Thanks @Edi_ShardLabs for kicking off this proposal, and for Shard Labs’ excitement and support.

Zooming out, I like the general motivation behind the proposal and that it could be mutually beneficial to both Lido and Polygon if structured correctly.

A few specific questions/comments:

  1. Understanding the economics. I strongly agree with @josebaredes’s point – from Lido’s perspective, the critical point is to understand the rough “payback period.” It would be helpful to share a table e.g. showing the anticipated fee stream currently, and it’s sensitivity to 1) the amount actively staked 2) changes in yield as a result 3) other fees, like the proposed revenue share.

  2. Another DAO? Can you clarify: “In the initial version, governance decisions will be carried out by the Lido DAO. If the decisions become more frequent or complex, there is a possibility to spin a new DAO.”

  3. Long-term alignment. If the goal of LDO-denominated compensation is “[alignment] with the long-term success of the Lido DAO”, would you be open to adjusting the terms to a 1y cliff, followed by a linear 1y vest? This is identical to the terms other Lido contributors such as Paradigm have received.

  4. Revenue share. What is the motivation for the revenue share fee in addition to LDO compensation, and how did you settle on 20%? Without context on what this represents (in rough notional terms), it’s hard to reason about – this is where illustrating (1) could help as well.


Hi and tnx for the questions.

  1. Definitely agree this is a crucial part and we are currently working on it.
  2. Another DAO would only be created in a case where there will be a lot of governance proposals for the current one. Idea there is only for it to be spun off if there are too many governance decisions for the current/main one).
  3. We are definitely open to doing it this way. I think that most important now is under 1. to have that clear and then all the other stuff can be discussed and changed accordingly.
  4. This is actually an even better representation of the success of this implementation as revenue share will directly be impacted by the success of the Lido on Polygon, where LDO token price depends on multiple other factors outside Shard Labs’s team reach. That’s why a combination of both is proposed, so Shard can participate in the overall governance of the LIDO ecosystem without a need to sell LDO tokens to pay for the team and other expenses. 20% was taken from the Chrorus One proposal for Lido on Solana.

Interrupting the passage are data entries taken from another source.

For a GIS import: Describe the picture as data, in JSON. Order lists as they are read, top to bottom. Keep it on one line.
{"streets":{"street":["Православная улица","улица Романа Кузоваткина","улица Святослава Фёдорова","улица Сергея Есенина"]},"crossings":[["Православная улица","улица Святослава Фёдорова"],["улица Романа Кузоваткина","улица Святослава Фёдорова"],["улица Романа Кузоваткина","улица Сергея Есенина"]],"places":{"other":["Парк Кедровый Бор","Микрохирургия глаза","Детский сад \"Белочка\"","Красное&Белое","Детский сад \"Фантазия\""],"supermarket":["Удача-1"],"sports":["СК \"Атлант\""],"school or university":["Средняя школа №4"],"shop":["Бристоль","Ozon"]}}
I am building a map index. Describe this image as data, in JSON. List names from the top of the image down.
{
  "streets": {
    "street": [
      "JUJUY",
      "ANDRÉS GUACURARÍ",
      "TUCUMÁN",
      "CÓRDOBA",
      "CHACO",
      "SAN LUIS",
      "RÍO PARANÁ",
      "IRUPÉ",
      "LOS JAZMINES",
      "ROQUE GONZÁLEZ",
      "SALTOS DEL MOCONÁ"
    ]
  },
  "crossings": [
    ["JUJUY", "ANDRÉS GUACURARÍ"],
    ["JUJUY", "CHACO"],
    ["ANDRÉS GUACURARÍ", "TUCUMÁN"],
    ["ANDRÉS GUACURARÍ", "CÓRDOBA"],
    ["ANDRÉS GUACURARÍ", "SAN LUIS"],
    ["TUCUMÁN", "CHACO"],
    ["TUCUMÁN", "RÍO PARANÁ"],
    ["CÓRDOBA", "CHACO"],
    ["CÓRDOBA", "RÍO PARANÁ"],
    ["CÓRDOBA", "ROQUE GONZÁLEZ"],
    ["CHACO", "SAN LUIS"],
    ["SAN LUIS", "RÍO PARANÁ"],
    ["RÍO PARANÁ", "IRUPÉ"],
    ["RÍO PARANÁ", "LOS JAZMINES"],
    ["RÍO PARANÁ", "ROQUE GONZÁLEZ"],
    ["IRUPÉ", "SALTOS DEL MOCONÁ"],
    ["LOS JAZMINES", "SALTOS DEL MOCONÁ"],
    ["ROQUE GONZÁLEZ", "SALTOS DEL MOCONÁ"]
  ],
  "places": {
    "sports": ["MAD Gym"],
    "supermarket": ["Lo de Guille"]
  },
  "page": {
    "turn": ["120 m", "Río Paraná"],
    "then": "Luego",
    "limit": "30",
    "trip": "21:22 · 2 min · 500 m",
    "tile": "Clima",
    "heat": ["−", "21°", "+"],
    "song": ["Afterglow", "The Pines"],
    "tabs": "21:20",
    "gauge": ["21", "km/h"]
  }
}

Definitely feel free to propose what in your terms would be the most balanced proposal to have both Lido and Shard sides aligned for the longevity of the project. And I will update comment with economics.

And just a note, anyone coming to ETHCC let me know. Maybe we can even organize a live session with discussion around this, my handle is here:

@arjunblj @josebaredes proposal has been updated with the tokenomics, new DAO has been removed (as there is no need for it) and lock and vesting periods have been updated.

Please take a look and give us feedback on the proposal itself.


Wonderful proposal would love to see this in play. Given that MATIC staking is done on Ethereum and majority of the users actively interact on the Polygon POS side chain, it would be really awesome if you could support staking on the Polygon chain itself. So roughly

  • User interacts with the Lido contract on Polygon chain locking up MATIC
  • Contract issues stMatic to the user on Polygon, which can be used as you have detailed
  • Contract bridges the tokens to Ethereum at some batched interval
  • On Ethereum - stake the Matic tokens as normal with the validators.
  • charge fees additionally for the bridging, but it could be lower given the batching of funds.
  • withdrawal on Polygon would have a delay since it would require and unstake and bridge back
  • instant withdrawal could be facilitated via a stMatic-Matic liquidity pool

I think this would give more flexibility to users who are natively on the Polygon chain and shy away from the main chain for high txn costs. This will open up additional yield option natively on the Polygon chain. Additionally quick withdrawal LP’s also give additional revenue options.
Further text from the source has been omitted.